There are two reasons for the latter. The first, as previously discussed, is that it’s shot and shown at 30 fps.
But even more responsible for the video-like appearance of some shots is the shutter interval. Film usually has a shutter speed of 1/2 the frame duration, e.g. 1/48 second shutter speed for 24 fps. Video, unencumbered by a physical shutter, often has a shutter speed equal to the frame rate. The most video-like sections of Vincent’s short are those with 1/30th shutter speeds.
This issue plagues many 24 fps HD examples as well. Even at 24p, a “360 degree shutter” results in too-smooth motion with a video-like appearance. You may have seen this in some Hollywood movies shot with 24p HD cameras. It’s not the dynamic range or resolution that blows it for digital movies—it’s a simple choice to use a shutter speed impossible on a film camera.

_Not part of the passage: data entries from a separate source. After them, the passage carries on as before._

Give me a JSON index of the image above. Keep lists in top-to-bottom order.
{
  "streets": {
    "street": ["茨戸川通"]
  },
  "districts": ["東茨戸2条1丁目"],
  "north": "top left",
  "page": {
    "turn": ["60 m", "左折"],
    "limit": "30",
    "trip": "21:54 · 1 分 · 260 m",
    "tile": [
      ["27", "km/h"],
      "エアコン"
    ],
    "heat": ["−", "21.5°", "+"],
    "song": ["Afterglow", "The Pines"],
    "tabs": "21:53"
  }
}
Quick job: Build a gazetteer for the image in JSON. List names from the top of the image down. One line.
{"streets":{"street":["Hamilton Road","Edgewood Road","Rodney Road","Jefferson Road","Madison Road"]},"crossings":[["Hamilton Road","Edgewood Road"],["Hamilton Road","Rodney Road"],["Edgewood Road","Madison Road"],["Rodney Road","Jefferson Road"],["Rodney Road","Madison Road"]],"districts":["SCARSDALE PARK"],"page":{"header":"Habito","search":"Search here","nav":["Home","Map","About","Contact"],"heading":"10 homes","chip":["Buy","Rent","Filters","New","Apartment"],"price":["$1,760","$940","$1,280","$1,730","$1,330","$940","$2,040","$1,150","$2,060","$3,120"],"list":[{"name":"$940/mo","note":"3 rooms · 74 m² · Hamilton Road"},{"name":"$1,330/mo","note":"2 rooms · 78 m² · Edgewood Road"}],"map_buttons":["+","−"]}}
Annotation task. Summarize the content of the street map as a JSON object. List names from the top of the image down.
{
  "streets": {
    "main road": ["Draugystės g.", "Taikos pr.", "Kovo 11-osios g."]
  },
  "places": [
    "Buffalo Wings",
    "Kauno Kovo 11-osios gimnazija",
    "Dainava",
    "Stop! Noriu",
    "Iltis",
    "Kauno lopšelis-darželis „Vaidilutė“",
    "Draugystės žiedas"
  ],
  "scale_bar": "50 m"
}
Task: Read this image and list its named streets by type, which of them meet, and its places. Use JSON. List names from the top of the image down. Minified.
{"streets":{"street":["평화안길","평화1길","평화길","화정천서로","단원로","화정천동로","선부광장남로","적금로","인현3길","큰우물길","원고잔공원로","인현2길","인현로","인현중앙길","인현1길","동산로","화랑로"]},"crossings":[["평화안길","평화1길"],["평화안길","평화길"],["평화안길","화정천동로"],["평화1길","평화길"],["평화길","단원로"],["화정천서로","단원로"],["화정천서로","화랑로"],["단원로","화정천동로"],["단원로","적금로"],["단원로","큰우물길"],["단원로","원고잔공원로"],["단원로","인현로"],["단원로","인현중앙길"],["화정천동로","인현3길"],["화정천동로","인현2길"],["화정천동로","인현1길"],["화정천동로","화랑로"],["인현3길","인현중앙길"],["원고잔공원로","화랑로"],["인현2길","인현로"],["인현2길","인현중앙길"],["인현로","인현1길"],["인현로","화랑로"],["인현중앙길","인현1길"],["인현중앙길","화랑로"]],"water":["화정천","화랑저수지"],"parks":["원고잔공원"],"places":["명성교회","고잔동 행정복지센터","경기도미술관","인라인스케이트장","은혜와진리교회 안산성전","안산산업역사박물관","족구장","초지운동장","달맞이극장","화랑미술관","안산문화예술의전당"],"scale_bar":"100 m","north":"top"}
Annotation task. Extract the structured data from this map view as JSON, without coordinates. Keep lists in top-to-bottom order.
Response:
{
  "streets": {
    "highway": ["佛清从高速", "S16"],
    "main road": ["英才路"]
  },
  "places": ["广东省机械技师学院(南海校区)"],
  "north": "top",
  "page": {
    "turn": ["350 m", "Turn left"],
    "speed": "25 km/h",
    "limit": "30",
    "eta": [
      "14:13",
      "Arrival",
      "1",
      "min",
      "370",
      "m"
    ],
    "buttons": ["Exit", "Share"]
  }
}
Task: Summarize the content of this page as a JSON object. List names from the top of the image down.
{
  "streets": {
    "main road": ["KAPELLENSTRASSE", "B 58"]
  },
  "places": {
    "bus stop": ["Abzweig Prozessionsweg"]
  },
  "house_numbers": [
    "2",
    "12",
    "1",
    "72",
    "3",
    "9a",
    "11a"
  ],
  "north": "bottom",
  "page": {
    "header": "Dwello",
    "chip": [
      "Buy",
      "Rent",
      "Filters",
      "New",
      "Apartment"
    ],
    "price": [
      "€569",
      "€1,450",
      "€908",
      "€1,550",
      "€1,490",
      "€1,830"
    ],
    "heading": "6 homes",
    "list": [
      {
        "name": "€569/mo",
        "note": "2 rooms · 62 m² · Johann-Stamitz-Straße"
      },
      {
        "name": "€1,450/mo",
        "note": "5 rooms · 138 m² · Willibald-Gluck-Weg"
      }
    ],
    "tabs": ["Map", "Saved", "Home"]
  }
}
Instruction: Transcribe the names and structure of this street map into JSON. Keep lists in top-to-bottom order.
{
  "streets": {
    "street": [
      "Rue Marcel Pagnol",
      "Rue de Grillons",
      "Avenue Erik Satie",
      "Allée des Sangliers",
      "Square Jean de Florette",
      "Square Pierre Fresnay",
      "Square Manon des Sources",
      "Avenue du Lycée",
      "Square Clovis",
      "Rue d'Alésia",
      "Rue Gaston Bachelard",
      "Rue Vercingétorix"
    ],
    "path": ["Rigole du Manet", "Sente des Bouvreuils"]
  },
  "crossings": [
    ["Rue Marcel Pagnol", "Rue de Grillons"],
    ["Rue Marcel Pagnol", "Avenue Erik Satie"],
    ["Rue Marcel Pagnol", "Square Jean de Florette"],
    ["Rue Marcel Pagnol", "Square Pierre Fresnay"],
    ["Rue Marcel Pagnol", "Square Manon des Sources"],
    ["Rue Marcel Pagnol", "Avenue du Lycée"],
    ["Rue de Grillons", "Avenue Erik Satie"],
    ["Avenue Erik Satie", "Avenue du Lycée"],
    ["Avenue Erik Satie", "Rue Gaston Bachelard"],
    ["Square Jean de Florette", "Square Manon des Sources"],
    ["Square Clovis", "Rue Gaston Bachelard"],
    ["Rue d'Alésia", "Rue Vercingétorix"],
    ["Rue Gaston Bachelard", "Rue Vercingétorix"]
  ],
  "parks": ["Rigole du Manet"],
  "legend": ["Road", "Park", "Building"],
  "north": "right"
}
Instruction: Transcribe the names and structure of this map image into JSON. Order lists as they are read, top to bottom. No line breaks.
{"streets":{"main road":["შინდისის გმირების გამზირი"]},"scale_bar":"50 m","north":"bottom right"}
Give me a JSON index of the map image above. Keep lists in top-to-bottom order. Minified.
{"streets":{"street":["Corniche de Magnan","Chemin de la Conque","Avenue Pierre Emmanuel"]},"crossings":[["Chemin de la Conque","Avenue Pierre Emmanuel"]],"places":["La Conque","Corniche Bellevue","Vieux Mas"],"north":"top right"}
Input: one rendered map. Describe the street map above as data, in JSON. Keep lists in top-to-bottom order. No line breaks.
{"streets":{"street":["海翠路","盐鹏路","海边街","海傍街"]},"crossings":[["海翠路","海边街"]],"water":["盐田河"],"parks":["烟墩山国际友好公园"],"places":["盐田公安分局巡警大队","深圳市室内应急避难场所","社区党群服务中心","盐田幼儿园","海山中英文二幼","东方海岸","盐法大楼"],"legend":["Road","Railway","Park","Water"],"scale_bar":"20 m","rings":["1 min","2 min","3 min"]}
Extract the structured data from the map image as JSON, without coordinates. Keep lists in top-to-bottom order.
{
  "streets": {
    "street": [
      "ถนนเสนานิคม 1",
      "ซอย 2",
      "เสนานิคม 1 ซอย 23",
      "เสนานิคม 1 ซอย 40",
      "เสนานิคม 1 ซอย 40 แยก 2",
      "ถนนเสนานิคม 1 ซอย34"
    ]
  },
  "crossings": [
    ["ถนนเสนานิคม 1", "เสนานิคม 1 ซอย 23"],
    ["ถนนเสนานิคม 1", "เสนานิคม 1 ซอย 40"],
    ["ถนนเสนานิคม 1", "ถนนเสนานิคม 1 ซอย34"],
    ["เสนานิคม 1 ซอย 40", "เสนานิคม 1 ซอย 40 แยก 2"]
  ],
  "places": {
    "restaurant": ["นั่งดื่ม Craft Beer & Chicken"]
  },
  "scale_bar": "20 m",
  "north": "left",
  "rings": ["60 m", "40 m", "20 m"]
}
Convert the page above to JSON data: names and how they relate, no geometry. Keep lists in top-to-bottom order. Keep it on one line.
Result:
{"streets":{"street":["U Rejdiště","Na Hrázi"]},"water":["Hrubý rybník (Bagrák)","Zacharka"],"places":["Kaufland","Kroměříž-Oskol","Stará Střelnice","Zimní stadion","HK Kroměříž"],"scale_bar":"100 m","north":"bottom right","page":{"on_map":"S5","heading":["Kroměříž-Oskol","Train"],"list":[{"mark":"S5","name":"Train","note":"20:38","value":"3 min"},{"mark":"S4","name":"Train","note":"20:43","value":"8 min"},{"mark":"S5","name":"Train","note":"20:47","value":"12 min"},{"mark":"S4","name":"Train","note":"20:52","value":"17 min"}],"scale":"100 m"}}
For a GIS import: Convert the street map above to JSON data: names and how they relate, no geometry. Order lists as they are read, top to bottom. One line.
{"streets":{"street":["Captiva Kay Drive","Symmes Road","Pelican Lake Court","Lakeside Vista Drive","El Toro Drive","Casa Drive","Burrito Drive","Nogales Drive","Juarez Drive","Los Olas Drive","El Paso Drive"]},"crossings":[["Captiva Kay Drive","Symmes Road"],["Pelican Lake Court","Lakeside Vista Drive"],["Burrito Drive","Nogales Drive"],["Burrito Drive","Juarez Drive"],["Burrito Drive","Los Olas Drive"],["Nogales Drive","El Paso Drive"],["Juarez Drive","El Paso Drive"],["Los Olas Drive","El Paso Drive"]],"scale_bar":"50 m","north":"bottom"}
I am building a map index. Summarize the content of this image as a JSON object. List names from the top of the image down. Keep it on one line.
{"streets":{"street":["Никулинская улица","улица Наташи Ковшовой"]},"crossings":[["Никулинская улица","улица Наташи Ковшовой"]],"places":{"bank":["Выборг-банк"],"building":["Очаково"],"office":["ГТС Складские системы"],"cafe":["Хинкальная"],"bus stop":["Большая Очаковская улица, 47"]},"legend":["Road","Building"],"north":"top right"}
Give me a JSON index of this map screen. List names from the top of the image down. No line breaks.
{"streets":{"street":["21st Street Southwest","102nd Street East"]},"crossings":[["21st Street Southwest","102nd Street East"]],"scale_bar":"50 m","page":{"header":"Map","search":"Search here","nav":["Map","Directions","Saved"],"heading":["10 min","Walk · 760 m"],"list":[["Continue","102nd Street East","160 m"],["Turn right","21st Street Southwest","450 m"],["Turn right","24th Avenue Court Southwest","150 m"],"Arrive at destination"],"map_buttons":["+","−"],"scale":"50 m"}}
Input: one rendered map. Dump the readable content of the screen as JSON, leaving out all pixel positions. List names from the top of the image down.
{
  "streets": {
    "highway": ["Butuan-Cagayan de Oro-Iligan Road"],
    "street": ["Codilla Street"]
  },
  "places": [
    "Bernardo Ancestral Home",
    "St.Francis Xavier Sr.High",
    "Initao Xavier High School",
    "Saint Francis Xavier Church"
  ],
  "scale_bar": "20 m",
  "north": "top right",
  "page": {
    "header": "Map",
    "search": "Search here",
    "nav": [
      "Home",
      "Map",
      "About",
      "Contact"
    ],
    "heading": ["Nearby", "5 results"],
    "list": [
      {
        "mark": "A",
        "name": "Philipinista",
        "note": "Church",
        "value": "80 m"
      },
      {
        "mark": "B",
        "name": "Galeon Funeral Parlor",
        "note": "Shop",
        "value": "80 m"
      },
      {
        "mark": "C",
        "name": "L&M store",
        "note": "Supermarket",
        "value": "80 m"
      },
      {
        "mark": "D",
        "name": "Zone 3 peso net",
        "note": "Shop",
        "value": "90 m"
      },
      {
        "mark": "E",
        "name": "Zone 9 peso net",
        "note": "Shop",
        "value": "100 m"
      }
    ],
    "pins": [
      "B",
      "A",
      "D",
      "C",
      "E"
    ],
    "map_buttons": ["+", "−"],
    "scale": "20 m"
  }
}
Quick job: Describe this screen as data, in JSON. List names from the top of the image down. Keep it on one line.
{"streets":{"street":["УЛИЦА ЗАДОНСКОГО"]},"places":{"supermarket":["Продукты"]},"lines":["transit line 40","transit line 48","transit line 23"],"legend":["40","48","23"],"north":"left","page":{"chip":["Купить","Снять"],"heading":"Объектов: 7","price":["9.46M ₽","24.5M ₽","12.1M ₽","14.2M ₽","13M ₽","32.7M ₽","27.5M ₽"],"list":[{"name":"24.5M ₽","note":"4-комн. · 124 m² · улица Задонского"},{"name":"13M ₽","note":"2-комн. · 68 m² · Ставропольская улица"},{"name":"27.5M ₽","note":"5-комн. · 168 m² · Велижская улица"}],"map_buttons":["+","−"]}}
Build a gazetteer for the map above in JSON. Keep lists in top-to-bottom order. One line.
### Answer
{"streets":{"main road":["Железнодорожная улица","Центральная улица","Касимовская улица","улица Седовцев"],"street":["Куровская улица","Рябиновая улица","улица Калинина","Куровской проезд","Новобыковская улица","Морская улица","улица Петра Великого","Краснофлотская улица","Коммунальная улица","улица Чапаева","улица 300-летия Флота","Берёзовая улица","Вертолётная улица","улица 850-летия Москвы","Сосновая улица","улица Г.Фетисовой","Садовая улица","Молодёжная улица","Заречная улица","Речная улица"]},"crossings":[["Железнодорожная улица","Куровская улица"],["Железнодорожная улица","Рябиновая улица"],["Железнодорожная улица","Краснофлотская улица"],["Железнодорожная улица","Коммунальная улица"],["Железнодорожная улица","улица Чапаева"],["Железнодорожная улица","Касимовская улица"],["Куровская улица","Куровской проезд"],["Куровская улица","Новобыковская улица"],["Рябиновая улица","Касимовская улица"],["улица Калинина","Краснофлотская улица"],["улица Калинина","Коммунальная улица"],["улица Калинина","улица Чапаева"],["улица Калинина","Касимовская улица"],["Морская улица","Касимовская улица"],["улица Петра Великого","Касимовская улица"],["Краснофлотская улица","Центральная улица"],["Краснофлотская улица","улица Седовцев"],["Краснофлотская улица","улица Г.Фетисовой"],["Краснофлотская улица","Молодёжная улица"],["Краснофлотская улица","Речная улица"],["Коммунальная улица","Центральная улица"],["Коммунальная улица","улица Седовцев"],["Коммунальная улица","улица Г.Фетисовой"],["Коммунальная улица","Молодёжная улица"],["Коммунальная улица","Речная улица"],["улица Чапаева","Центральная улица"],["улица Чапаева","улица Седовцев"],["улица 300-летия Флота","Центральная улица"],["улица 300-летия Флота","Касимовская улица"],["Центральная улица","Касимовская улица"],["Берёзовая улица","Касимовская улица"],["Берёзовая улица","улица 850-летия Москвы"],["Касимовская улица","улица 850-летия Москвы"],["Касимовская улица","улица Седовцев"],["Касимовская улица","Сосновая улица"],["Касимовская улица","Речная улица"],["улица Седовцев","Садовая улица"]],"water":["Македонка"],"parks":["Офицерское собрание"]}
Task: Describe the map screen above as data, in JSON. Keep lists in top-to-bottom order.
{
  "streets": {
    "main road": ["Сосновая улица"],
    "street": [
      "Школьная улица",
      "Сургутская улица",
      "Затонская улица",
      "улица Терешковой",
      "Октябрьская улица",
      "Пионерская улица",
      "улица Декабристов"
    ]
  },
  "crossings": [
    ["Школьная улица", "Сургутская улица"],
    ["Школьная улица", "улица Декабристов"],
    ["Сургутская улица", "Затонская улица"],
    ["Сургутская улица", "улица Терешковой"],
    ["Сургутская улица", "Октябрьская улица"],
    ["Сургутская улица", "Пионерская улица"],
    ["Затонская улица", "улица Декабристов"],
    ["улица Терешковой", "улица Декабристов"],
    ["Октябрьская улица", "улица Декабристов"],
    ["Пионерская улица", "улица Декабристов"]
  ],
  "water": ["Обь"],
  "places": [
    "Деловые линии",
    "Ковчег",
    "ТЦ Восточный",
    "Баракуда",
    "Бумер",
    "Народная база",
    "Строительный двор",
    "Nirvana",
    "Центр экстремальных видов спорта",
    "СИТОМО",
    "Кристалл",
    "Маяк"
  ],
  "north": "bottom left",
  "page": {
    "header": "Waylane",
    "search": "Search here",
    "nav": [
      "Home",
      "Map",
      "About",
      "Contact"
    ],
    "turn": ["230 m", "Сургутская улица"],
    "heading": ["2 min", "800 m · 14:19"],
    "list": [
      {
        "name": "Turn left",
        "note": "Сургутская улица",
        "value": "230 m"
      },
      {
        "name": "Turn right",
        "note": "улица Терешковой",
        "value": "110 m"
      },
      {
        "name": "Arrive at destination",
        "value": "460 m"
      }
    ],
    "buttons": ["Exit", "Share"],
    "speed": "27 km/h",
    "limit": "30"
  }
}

I’m not trying to critique Vincent’s beautiful piece at all, just hoping to preemptively answer the question of why some 30p samples can indeed look filmic, and some don’t.
I’m also seizing this opportunity to discuss the 360 degree shutter issue, as it’s one that needs airing out. Sure, it may be a creative choice for a filmmaker to use a greater-than-180-degree shutter, but when my mom sees the trailer for Collateral and asks me why it looks like video, we’re talking about a choice that sets back the progress of digital cinema. If you want your 24p HD to look like film, the film we know and love, stick to a 1/48 second shutter speed or faster.
It gets right back to good old less is more—not only is 24p a minimal frame rate, it turns out that a big part of the signature film look is that you only see half the motion in each of those 24 frames per second.
In other words, 24p is only one part of what the filmmaker needs from an HD-equipped DSLR—another, equally important component is manual control, specifically the ability to enforce a 180 degree (1/48 at 24p) shutter speed.